**THE TASK**
I would like every line of the records below that contains the word "bottom" copied.

**MATERIAL FOR THIS EXERCISE**
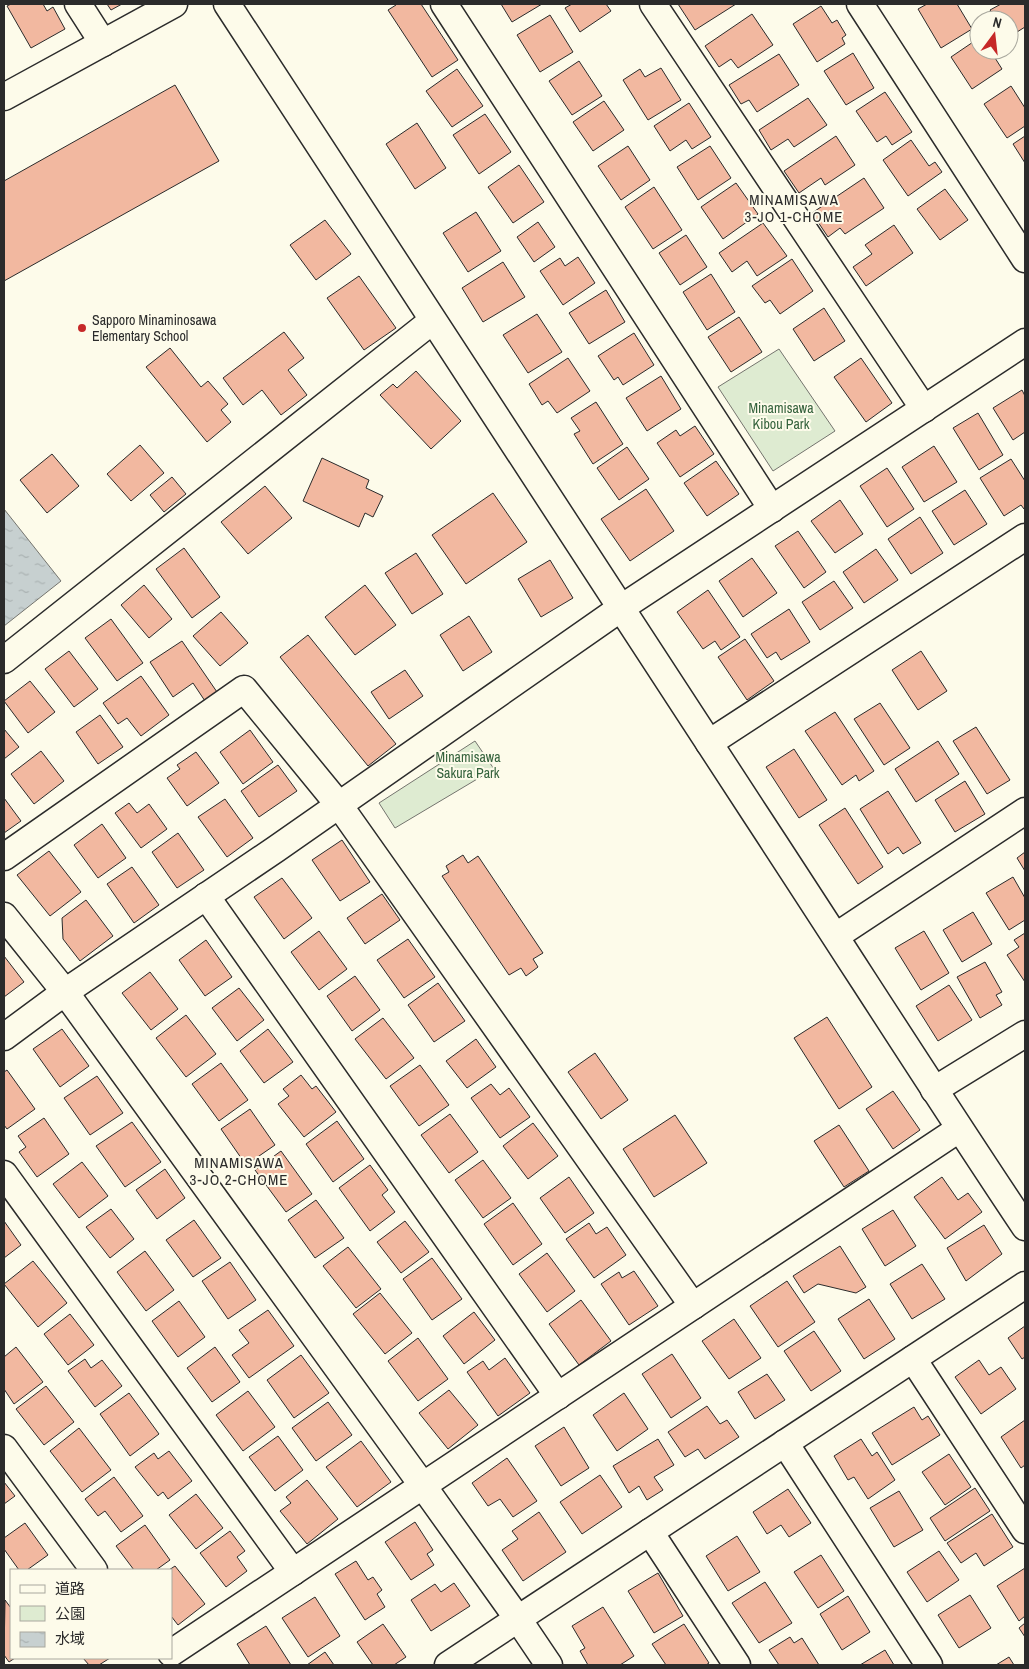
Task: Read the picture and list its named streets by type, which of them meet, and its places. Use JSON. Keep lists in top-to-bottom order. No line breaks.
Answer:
{"districts":["MINAMISAWA 3-JO 1-CHOME","MINAMISAWA 3-JO 2-CHOME"],"parks":["Minamisawa Kibou Park","Minamisawa Sakura Park"],"places":["Sapporo Minaminosawa Elementary School"],"legend":["道路","公園","水域"],"north":"top"}
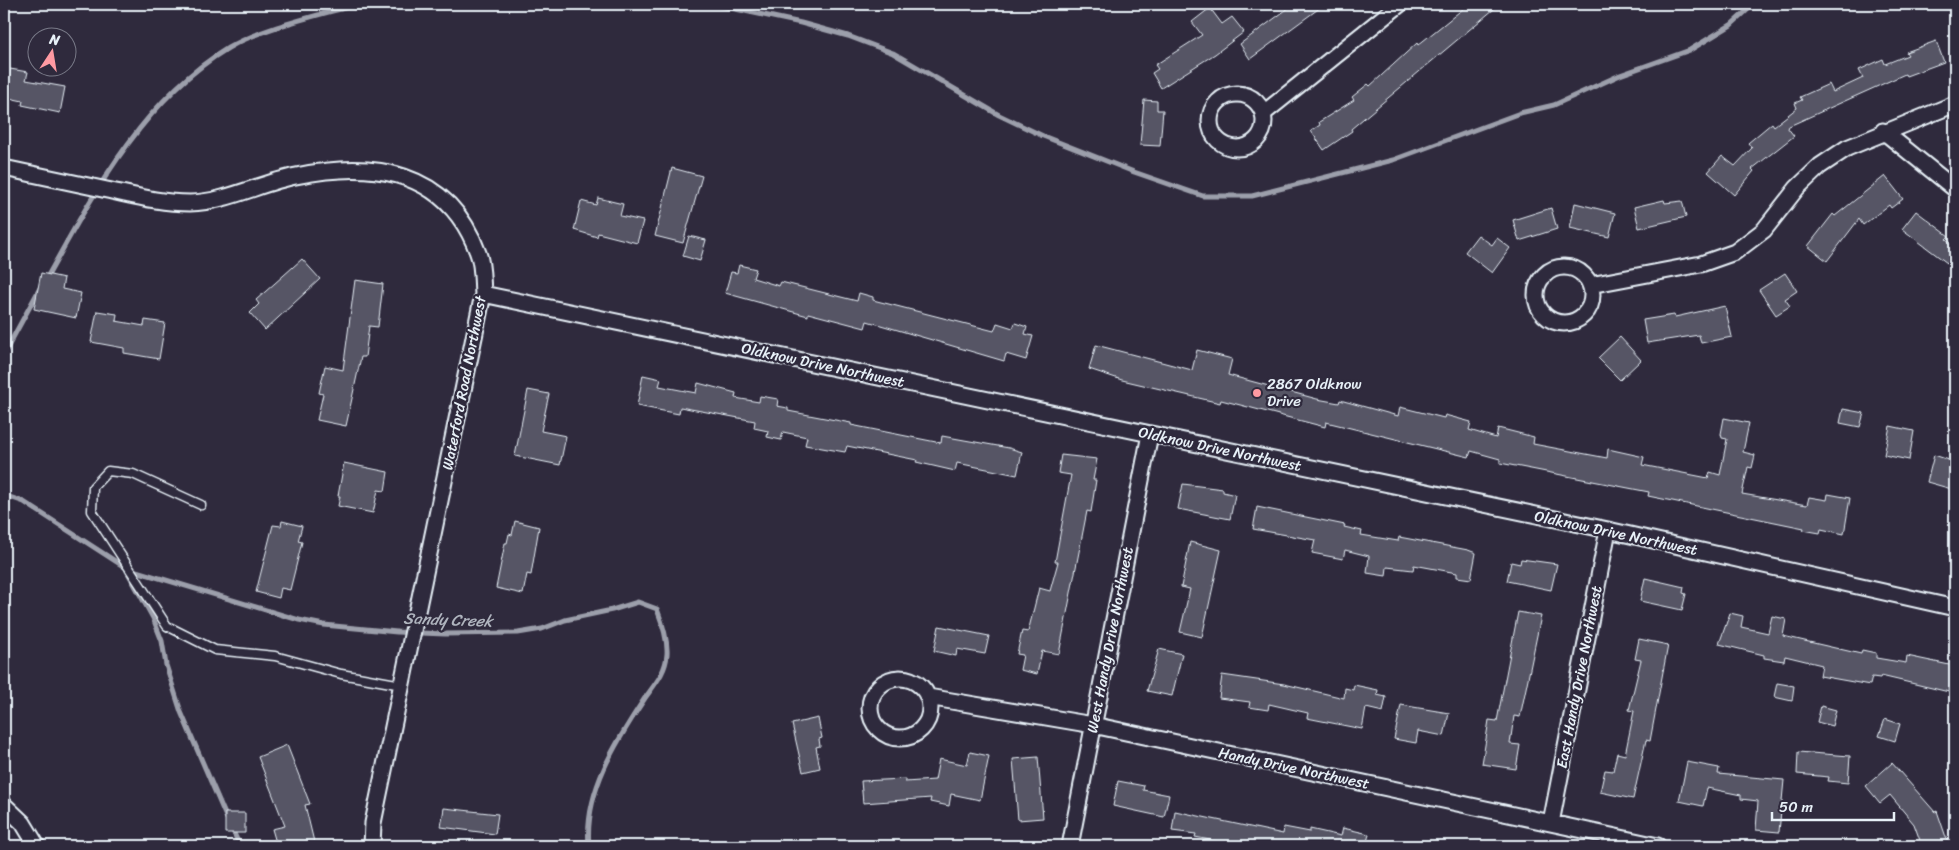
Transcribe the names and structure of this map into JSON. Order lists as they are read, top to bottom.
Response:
{
  "streets": {
    "street": [
      "Oldknow Drive Northwest",
      "Waterford Road Northwest",
      "West Handy Drive Northwest",
      "East Handy Drive Northwest",
      "Handy Drive Northwest"
    ]
  },
  "crossings": [
    ["Oldknow Drive Northwest", "Waterford Road Northwest"],
    ["Oldknow Drive Northwest", "West Handy Drive Northwest"],
    ["Oldknow Drive Northwest", "East Handy Drive Northwest"],
    ["West Handy Drive Northwest", "Handy Drive Northwest"],
    ["East Handy Drive Northwest", "Handy Drive Northwest"]
  ],
  "water": ["Sandy Creek"],
  "places": ["2867 Oldknow Drive"],
  "scale_bar": "50 m",
  "north": "top"
}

**THE COMPLETED TASK**
Task: Read the picture and list its named streets by type, which of them meet, and its places. Use JSON. Keep lists in top-to-bottom order. No line breaks.
Transcribe the names and structure of this map into JSON. Order lists as they are read, top to bottom.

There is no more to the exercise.